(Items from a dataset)
────────────────

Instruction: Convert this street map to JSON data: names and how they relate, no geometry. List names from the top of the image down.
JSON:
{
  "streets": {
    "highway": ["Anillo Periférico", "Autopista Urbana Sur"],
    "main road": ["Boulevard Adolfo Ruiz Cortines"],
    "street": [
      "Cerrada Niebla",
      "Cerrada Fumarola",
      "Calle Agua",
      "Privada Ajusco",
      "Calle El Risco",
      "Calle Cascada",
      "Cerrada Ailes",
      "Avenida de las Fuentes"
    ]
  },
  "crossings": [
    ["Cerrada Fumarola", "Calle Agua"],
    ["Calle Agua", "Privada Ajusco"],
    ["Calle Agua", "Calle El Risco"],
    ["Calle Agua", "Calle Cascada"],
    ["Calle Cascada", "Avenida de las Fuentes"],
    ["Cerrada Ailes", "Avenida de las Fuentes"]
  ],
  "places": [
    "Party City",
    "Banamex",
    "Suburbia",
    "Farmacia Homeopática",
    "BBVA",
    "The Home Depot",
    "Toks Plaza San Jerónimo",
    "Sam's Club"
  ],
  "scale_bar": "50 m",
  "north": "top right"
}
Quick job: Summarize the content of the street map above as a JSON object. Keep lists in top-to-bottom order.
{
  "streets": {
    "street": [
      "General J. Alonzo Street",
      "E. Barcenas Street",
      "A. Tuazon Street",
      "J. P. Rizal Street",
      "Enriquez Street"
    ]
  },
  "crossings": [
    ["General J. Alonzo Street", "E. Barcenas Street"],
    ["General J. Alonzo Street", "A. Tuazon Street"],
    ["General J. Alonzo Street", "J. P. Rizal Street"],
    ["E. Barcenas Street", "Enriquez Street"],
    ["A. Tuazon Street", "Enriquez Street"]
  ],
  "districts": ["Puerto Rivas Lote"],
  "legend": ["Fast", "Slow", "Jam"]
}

────────────────

DIRECTIONS FOR THIS TASK: The answer consists solely of the lines from the one containing "Quick job: Summarize" through the last line of the data above, reproduced exactly.

RESPONSE TO THIS TASK:
Quick job: Summarize the content of the street map above as a JSON object. Keep lists in top-to-bottom order.
{
  "streets": {
    "street": [
      "General J. Alonzo Street",
      "E. Barcenas Street",
      "A. Tuazon Street",
      "J. P. Rizal Street",
      "Enriquez Street"
    ]
  },
  "crossings": [
    ["General J. Alonzo Street", "E. Barcenas Street"],
    ["General J. Alonzo Street", "A. Tuazon Street"],
    ["General J. Alonzo Street", "J. P. Rizal Street"],
    ["E. Barcenas Street", "Enriquez Street"],
    ["A. Tuazon Street", "Enriquez Street"]
  ],
  "districts": ["Puerto Rivas Lote"],
  "legend": ["Fast", "Slow", "Jam"]
}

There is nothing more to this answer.